» What you are asked to do: Please set down every entry below exactly as given.
>>
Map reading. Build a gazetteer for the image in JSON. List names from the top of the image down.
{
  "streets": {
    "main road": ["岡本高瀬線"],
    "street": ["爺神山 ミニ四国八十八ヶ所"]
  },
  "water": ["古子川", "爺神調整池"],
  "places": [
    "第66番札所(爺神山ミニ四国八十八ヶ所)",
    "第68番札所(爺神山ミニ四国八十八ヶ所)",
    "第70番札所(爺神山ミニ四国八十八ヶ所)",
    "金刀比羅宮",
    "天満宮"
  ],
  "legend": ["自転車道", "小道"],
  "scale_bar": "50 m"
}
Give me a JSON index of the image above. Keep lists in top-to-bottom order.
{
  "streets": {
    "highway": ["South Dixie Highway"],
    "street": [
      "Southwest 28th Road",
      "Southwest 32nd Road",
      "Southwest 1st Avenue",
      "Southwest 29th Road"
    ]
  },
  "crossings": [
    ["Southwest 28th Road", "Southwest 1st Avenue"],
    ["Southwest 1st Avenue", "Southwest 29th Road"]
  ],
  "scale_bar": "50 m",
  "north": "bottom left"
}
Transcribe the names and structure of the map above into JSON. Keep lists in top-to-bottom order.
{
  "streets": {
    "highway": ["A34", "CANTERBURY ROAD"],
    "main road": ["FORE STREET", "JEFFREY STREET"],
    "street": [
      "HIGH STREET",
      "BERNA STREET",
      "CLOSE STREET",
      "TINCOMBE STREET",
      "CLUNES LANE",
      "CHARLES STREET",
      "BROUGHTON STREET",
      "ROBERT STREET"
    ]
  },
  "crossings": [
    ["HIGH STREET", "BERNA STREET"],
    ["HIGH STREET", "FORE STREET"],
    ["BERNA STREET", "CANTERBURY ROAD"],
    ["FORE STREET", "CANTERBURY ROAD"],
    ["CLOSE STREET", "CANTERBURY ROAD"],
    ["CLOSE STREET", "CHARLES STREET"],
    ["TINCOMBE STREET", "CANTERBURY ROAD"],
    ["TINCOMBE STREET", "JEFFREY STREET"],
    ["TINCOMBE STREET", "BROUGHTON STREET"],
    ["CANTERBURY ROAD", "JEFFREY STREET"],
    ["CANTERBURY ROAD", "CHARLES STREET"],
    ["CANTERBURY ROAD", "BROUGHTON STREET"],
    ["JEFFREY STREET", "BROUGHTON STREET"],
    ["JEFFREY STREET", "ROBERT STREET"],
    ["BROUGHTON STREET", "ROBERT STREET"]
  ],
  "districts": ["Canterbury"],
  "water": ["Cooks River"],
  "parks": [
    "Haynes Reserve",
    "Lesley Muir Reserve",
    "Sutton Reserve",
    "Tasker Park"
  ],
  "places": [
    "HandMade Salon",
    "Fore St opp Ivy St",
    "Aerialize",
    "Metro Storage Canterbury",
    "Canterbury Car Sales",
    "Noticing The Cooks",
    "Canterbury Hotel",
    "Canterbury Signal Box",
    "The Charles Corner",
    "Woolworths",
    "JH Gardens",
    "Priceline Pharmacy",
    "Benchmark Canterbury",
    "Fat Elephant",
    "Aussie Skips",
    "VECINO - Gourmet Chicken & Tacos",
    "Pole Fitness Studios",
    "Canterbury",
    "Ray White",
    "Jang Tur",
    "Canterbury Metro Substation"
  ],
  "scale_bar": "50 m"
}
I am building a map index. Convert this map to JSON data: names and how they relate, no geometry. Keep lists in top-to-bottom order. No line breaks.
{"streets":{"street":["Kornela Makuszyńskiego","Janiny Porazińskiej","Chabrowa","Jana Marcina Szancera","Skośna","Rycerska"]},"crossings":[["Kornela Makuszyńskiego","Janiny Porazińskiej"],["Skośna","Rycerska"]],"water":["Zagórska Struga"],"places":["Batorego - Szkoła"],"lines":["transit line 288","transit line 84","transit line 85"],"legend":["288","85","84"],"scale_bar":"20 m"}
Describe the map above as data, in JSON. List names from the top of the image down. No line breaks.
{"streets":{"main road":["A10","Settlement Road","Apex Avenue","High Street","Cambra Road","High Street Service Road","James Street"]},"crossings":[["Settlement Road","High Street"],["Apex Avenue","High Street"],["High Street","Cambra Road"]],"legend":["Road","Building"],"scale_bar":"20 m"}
<<
» Expected output:
Map reading. Build a gazetteer for the image in JSON. List names from the top of the image down.
{
  "streets": {
    "main road": ["岡本高瀬線"],
    "street": ["爺神山 ミニ四国八十八ヶ所"]
  },
  "water": ["古子川", "爺神調整池"],
  "places": [
    "第66番札所(爺神山ミニ四国八十八ヶ所)",
    "第68番札所(爺神山ミニ四国八十八ヶ所)",
    "第70番札所(爺神山ミニ四国八十八ヶ所)",
    "金刀比羅宮",
    "天満宮"
  ],
  "legend": ["自転車道", "小道"],
  "scale_bar": "50 m"
}
Give me a JSON index of the image above. Keep lists in top-to-bottom order.
{
  "streets": {
    "highway": ["South Dixie Highway"],
    "street": [
      "Southwest 28th Road",
      "Southwest 32nd Road",
      "Southwest 1st Avenue",
      "Southwest 29th Road"
    ]
  },
  "crossings": [
    ["Southwest 28th Road", "Southwest 1st Avenue"],
    ["Southwest 1st Avenue", "Southwest 29th Road"]
  ],
  "scale_bar": "50 m",
  "north": "bottom left"
}
Transcribe the names and structure of the map above into JSON. Keep lists in top-to-bottom order.
{
  "streets": {
    "highway": ["A34", "CANTERBURY ROAD"],
    "main road": ["FORE STREET", "JEFFREY STREET"],
    "street": [
      "HIGH STREET",
      "BERNA STREET",
      "CLOSE STREET",
      "TINCOMBE STREET",
      "CLUNES LANE",
      "CHARLES STREET",
      "BROUGHTON STREET",
      "ROBERT STREET"
    ]
  },
  "crossings": [
    ["HIGH STREET", "BERNA STREET"],
    ["HIGH STREET", "FORE STREET"],
    ["BERNA STREET", "CANTERBURY ROAD"],
    ["FORE STREET", "CANTERBURY ROAD"],
    ["CLOSE STREET", "CANTERBURY ROAD"],
    ["CLOSE STREET", "CHARLES STREET"],
    ["TINCOMBE STREET", "CANTERBURY ROAD"],
    ["TINCOMBE STREET", "JEFFREY STREET"],
    ["TINCOMBE STREET", "BROUGHTON STREET"],
    ["CANTERBURY ROAD", "JEFFREY STREET"],
    ["CANTERBURY ROAD", "CHARLES STREET"],
    ["CANTERBURY ROAD", "BROUGHTON STREET"],
    ["JEFFREY STREET", "BROUGHTON STREET"],
    ["JEFFREY STREET", "ROBERT STREET"],
    ["BROUGHTON STREET", "ROBERT STREET"]
  ],
  "districts": ["Canterbury"],
  "water": ["Cooks River"],
  "parks": [
    "Haynes Reserve",
    "Lesley Muir Reserve",
    "Sutton Reserve",
    "Tasker Park"
  ],
  "places": [
    "HandMade Salon",
    "Fore St opp Ivy St",
    "Aerialize",
    "Metro Storage Canterbury",
    "Canterbury Car Sales",
    "Noticing The Cooks",
    "Canterbury Hotel",
    "Canterbury Signal Box",
    "The Charles Corner",
    "Woolworths",
    "JH Gardens",
    "Priceline Pharmacy",
    "Benchmark Canterbury",
    "Fat Elephant",
    "Aussie Skips",
    "VECINO - Gourmet Chicken & Tacos",
    "Pole Fitness Studios",
    "Canterbury",
    "Ray White",
    "Jang Tur",
    "Canterbury Metro Substation"
  ],
  "scale_bar": "50 m"
}
I am building a map index. Convert this map to JSON data: names and how they relate, no geometry. Keep lists in top-to-bottom order. No line breaks.
{"streets":{"street":["Kornela Makuszyńskiego","Janiny Porazińskiej","Chabrowa","Jana Marcina Szancera","Skośna","Rycerska"]},"crossings":[["Kornela Makuszyńskiego","Janiny Porazińskiej"],["Skośna","Rycerska"]],"water":["Zagórska Struga"],"places":["Batorego - Szkoła"],"lines":["transit line 288","transit line 84","transit line 85"],"legend":["288","85","84"],"scale_bar":"20 m"}
Describe the map above as data, in JSON. List names from the top of the image down. No line breaks.
{"streets":{"main road":["A10","Settlement Road","Apex Avenue","High Street","Cambra Road","High Street Service Road","James Street"]},"crossings":[["Settlement Road","High Street"],["Apex Avenue","High Street"],["High Street","Cambra Road"]],"legend":["Road","Building"],"scale_bar":"20 m"}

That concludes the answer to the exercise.